● **Task details**
Print the lines that start the entries and continue through the one holding "const shape = rows", please, exactly and with the pictures omitted.

● **Material shown**
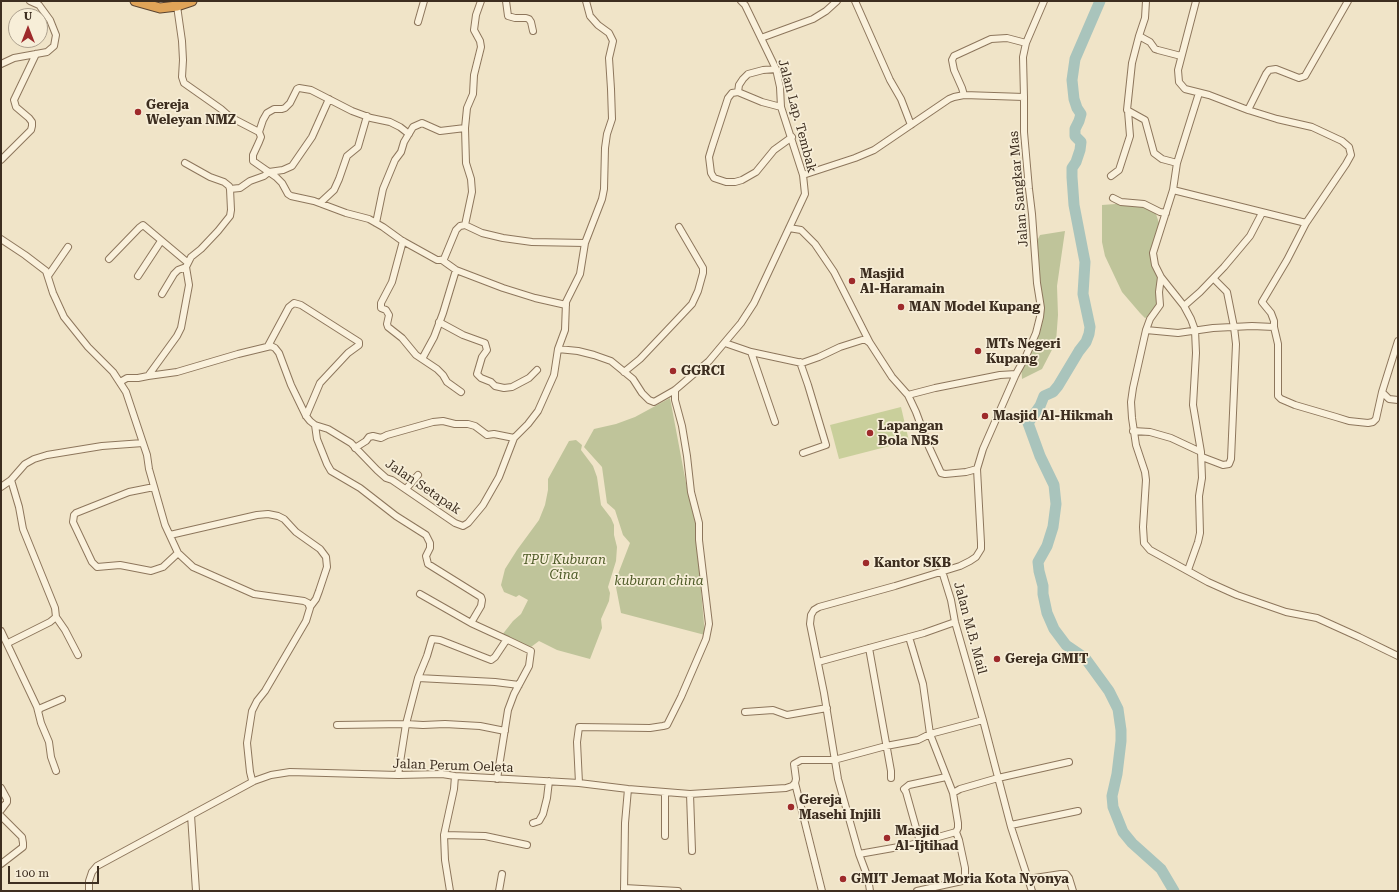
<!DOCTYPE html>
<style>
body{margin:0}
#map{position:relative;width:1399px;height:892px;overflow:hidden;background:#f0e4c8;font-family:"Roboto Serif",serif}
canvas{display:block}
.frame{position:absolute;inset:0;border:2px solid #3d2e20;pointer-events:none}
.north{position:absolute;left:8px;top:8px;width:40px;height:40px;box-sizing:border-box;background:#f7eed8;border:1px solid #ada18e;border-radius:50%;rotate:0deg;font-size:11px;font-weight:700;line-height:16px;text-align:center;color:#3d2e20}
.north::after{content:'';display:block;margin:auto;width:14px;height:18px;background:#9e2a2b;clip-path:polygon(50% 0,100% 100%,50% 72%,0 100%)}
.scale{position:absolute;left:8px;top:866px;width:91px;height:18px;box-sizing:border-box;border:2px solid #3d2e20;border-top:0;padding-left:5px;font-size:12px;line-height:14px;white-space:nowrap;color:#3d2e20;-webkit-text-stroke:3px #f7eed8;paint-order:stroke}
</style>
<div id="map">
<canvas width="1399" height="892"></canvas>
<div class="frame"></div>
<div class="north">U</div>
<div class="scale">100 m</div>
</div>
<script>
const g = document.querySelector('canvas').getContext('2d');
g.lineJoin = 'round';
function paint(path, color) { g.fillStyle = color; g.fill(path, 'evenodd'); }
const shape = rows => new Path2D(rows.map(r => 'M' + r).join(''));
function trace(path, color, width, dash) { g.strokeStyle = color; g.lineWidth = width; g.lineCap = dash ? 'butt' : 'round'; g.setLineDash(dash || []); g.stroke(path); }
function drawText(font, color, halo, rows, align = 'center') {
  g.font = font + ' "Roboto Serif",serif'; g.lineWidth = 3.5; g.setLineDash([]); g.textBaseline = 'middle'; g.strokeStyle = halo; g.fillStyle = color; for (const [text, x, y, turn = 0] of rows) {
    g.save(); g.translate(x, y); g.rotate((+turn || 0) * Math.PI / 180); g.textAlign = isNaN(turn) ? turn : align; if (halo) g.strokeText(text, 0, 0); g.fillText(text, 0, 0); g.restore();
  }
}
const green = shape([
 [901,407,909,441,839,459,830,425]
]);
const cemetery = shape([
 [1129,203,1147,207,1156,214,1159,223,1154,239,1159,278,1160,311,1145,318,1140,313,1122,292,1105,256,1102,242,1102,205],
 [1065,231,1057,286,1058,315,1056,342,1042,369,1022,379,1021,363,1036,326,1042,296,1037,251,1038,239,1040,235],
 [670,398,686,483,695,522,705,635,621,613,615,582,630,543,623,535,615,510,607,503,602,467,584,447,594,429,616,424,635,417],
 [576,440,582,445,581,450,593,466,597,477,601,505,611,518,614,525,614,535,617,547,616,561,608,587,610,593,609,601,601,619,602,628,590,659,557,650,539,641,531,647,518,643,502,635,513,621,521,614,528,600,519,595,516,597,504,592,501,585,505,569,517,550,539,520,545,505,548,490,548,479,569,441]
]);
const river = shape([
 [1100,1,1075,59,1072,80,1074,99,1077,108,1081,114,1079,121,1075,129,1075,136,1081,142,1080,150,1076,162,1072,168,1072,177,1074,205,1085,262,1083,294,1090,327,1089,334,1086,342,1079,351,1058,386,1053,392,1044,396,1040,406,1028,423,1040,456,1054,485,1056,504,1053,527,1047,546,1038,562,1039,571,1043,586,1043,594,1047,613,1054,629,1066,645,1085,658,1109,691,1118,709,1121,730,1121,741,1117,774,1112,796,1113,807,1123,832,1132,843,1161,869,1174,891]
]);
const minor = shape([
 [506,1,508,16,515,18,526,18,529,19,531,22,533,31],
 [855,1,890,80,901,99,911,125],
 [1146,1,1145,18,1139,36,1132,63,1127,110,1145,120,1154,153,1162,159,1177,163],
 [1196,1,1178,70,1179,82,1185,89,1209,95,1248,110,1277,119,1312,127,1342,141,1349,147,1351,155,1346,164,1306,223,1287,260,1262,302,1271,313,1274,321,1274,327,1278,344,1278,396,1281,399,1295,405,1336,417,1349,421,1368,423,1373,422,1376,419,1382,392],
 [177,6,182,41,183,60,182,77,184,83,221,109,230,117,259,132],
 [418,22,424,1],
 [1139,36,1150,42,1155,49,1158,50,1181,56],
 [761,38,813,19,826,11,837,1],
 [1,64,14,58,47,52,54,46,56,35,50,20,39,5,30,1],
 [738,92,739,85,743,79,748,74,763,70,776,69],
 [1199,93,1177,163,1173,190,1306,223],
 [964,95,962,88,954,70,952,60,954,56,991,39,1007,38,1026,43],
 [781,107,762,102,738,92,732,93,728,98,712,147,709,157,711,173,714,178,726,182,735,182,742,180,756,172,774,150,792,137],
 [1248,110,1266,74,1269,70,1276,69,1299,78,1305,76,1348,1],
 [409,134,400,127,390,122,371,118,352,111,311,90,299,88,297,89,290,103,285,108,282,109,274,109,267,113,263,120,259,132,261,137,259,142,253,155,253,161,276,177,282,183,288,194,291,196,314,201,346,213,369,219,383,227,401,240,437,260,440,260,444,259,456,230,460,226,465,225,472,192,471,179,466,163,465,128,467,108,473,94,474,75,481,47,480,41,474,30,476,15,481,1],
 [1,160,31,130,32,126,32,122,29,118,16,107,14,100,36,54],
 [185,163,210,177,224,182,229,186,230,189],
 [803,175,855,158,874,150,949,99,954,97,964,95,1024,97],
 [1111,176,1119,170,1130,136,1128,111],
 [230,189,240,188,250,181,264,176,269,172,283,170,292,166,312,137,329,99],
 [1173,190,1153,253,1155,265,1161,277,1159,292,1160,305,1150,319,1146,330,1133,388,1131,402,1132,418,1136,445,1145,472,1146,480,1143,527,1144,543,1150,550,1208,582,1237,595,1286,612,1317,618,1359,637,1398,656],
 [1113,198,1121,202,1144,204,1160,212,1166,213],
 [320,203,334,190,339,179,347,156,358,147,367,116],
 [376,223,383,189,395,160,401,152,404,142,413,127,422,123,440,131,465,128],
 [465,225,482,233,503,238,532,242,585,243],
 [789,228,801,230,815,244,834,272,870,343],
 [1,239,25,255,46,271,53,293,64,317,88,347,113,372,126,392,147,455,149,469,165,525,178,553,193,567,254,594,304,601,308,603,310,608,306,621,265,691,257,701,252,711,247,743,250,772,252,780,254,781],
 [403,241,392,282,381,303,381,308,386,310,389,315,387,324,388,327,402,338,416,355,437,369,443,375,447,382,461,392],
 [109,259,139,228,143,225,187,262],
 [442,260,456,270,503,288,535,298,566,305],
 [48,276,68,247],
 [138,276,161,241],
 [1161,277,1184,306,1191,319,1195,330,1196,353,1193,405,1201,452],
 [162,294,174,274,178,270,186,267],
 [1184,306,1200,292,1224,267,1250,236,1262,213],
 [439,322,463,335,485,343,487,350,482,357,477,374,481,378,491,382,495,386,504,388,512,387,529,378,537,370],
 [1146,330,1178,333,1213,328,1252,326,1274,327],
 [1398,341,1382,392,1389,399,1398,400],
 [725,343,751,352,802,363,819,357,840,347,862,340,866,340,870,343,892,377,908,395,916,412,929,447,941,473,945,474,966,472,977,469,983,449,1016,374,1026,356,1036,333,1040,317,1041,308,1037,283,1032,214,1029,189,1024,132,1024,97,1023,57,1026,43,1044,1],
 [268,346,289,307,294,303,301,305,359,342,359,345,348,353,320,383,306,416],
 [558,349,578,351,594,355,611,361,633,379,642,393,649,400,654,402,675,390,709,361,741,323,754,303,805,194,803,175,781,107,780,87,776,69,745,5,741,1],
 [751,352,775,422],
 [422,359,434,337,443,313,456,270],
 [800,362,808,385,826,445,803,453],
 [624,372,640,359,676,321,692,304,698,291,703,273,703,268,679,227],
 [148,376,177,372,238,354,271,346,275,348,279,353,291,385,306,416,310,421,315,425,328,429,351,443,377,470,386,478,392,480,455,523,463,526,468,523,483,505,499,477,514,438,528,424,538,411,554,375,558,349,565,330,566,302,580,274,585,243,602,199,604,189,605,148,607,134,612,119,611,89,609,58,613,41,609,33,598,25,590,16,586,1],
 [120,382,127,378,138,378,148,376,177,336,181,328,189,285,186,267,191,257,201,249,218,231,230,216,231,210,230,189],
 [908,395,935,388,1000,375,1016,374],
 [315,425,317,439,327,464,331,471,360,488,396,516,426,535,430,543,430,548,426,556,428,564,481,597,482,600,481,606,471,623],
 [1133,431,1150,432,1171,438,1201,452,1202,478,1199,496,1200,533,1198,542,1188,570],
 [355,448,366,441,369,437,373,436,381,438,387,435,433,422,443,421,455,424,468,424,475,426,487,435,494,434,514,438],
 [1202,457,1223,465,1229,464,1231,459,1236,344,1234,327,1227,292,1214,279],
 [1,487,11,480,25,464,34,459,47,455,102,446,143,443],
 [154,487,129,492,76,513,74,515,73,522,92,562,97,567,120,565,151,571,163,567,178,553],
 [406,489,418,475],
 [170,535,257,515,268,514,278,516,284,519,296,532,320,549,326,557,327,567,319,591,316,599,310,607],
 [942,571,951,600,955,622,983,720,1011,827,1032,891],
 [420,594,471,623,508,640],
 [56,617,65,630,78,655],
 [1,631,37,707,38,711],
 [909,637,923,684,930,734,953,793],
 [8,643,50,622,56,617,55,608,23,529,19,507,11,480],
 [869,648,891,771,891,778],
 [818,662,924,633,955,622],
 [418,678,495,682,519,685],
 [745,712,773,710,787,715,827,708],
 [337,725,406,724,423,725,445,724,480,726,505,731],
 [56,771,51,757,49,742,41,723,38,711,41,708,62,699],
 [398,775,406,724,418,678,427,656,432,639,440,640,491,660,495,657,505,642,508,640,531,651,529,666,514,694,508,710,497,779],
 [455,776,454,789,444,835,485,836,527,845],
 [579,783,577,742,579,727,650,728,663,726,667,725,681,697,706,639,709,624,699,540,699,523,691,492,687,456,682,426,675,400,675,390],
 [795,783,822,891],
 [1,788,7,799,7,802,1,810],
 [665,792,665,836],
 [690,794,692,851],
 [191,815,196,891],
 [1,816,22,837,23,843,23,847,1,864],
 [533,823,539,821,543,814,547,798,549,781],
 [1011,825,1078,811],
 [444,835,445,860,450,891],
 [920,842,906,792,904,789,909,785,946,777],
 [859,854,910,845,956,832,958,828,958,823,953,793,960,789,998,778,1069,762],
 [1028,879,1061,874,1066,874,1069,878,1073,891],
 [624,888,678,891],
 [89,891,89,881,92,872,97,866,254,781,271,775,290,772,398,775,442,774,455,776,579,783,628,789,690,794,786,788,792,786,795,783,796,779,794,764,801,760,834,760,886,746,918,740,930,734,983,720],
 [499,891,502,874],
 [624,891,625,823,628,789],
 [870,891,868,878,859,854,838,779,824,693,810,624,811,615,814,610,819,607,895,586,960,566,970,561,976,557,981,549,981,543,977,469],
 [917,891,962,881,965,879,965,868,959,840,956,832]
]);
const highway = shape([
 [135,1,160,8,177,6,192,1]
]);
const markers = [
 [138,112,4,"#9e2a2b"],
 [852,281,4,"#9e2a2b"],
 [901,307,4,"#9e2a2b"],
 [978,351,4,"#9e2a2b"],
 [673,371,4,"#9e2a2b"],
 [985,416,4,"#9e2a2b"],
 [870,433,4,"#9e2a2b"],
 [866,563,4,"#9e2a2b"],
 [997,659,4,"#9e2a2b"],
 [791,807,4,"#9e2a2b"],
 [887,838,4,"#9e2a2b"],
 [843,879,4,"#9e2a2b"]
];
const poiNames = [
 ["Gereja",146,105],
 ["Weleyan NMZ",146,120],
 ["Masjid",860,274],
 ["Al-Haramain",860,289],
 ["MAN Model Kupang",909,307],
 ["MTs Negeri",986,344],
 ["Kupang",986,359],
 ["GGRCI",681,371],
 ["Masjid Al-Hikmah",993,416],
 ["Lapangan",878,426],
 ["Bola NBS",878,441],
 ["Kantor SKB",874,563],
 ["Gereja GMIT",1005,659],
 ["Gereja",799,800],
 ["Masehi Injili",799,815],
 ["Masjid",895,831],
 ["Al-Ijtihad",895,846],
 ["GMIT Jemaat Moria Kota Nyonya",851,879]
];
const streetNames = [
 ["Jalan Lap. Tembak",797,116,75],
 ["Jalan Sangkar Mas",1019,189,-95],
 ["Jalan Setapak",423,487,34],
 ["Jalan M.B. Mail",970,628,75],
 ["Jalan Perum Oeleta",453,766,2]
];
const parkNames = [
 ["TPU Kuburan",564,560],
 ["Cina",564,575],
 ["kuburan china",659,581]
];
paint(green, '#c9cf9b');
paint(cemetery, '#bfc49a');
trace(river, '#a9c4bc', 11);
trace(minor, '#8d765c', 8);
trace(highway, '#5b4430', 11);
trace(minor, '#faf1dc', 6);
trace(highway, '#e0a458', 9);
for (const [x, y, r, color] of markers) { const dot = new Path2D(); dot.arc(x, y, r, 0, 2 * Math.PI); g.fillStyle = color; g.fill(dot); trace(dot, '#f7eed8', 1.5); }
drawText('bold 13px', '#3d2e20', '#f7eed8', poiNames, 'left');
drawText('13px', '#3d2e20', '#f7eed8', streetNames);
drawText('italic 13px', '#4d5a26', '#f7eed8', parkNames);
</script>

● **Task result**
<!DOCTYPE html>
<style>
body{margin:0}
#map{position:relative;width:1399px;height:892px;overflow:hidden;background:#f0e4c8;font-family:"Roboto Serif",serif}
canvas{display:block}
.frame{position:absolute;inset:0;border:2px solid #3d2e20;pointer-events:none}
.north{position:absolute;left:8px;top:8px;width:40px;height:40px;box-sizing:border-box;background:#f7eed8;border:1px solid #ada18e;border-radius:50%;rotate:0deg;font-size:11px;font-weight:700;line-height:16px;text-align:center;color:#3d2e20}
.north::after{content:'';display:block;margin:auto;width:14px;height:18px;background:#9e2a2b;clip-path:polygon(50% 0,100% 100%,50% 72%,0 100%)}
.scale{position:absolute;left:8px;top:866px;width:91px;height:18px;box-sizing:border-box;border:2px solid #3d2e20;border-top:0;padding-left:5px;font-size:12px;line-height:14px;white-space:nowrap;color:#3d2e20;-webkit-text-stroke:3px #f7eed8;paint-order:stroke}
</style>
<div id="map">
<canvas width="1399" height="892"></canvas>
<div class="frame"></div>
<div class="north">U</div>
<div class="scale">100 m</div>
</div>
<script>
const g = document.querySelector('canvas').getContext('2d');
g.lineJoin = 'round';
function paint(path, color) { g.fillStyle = color; g.fill(path, 'evenodd'); }
const shape = rows => new Path2D(rows.map(r => 'M' + r).join(''));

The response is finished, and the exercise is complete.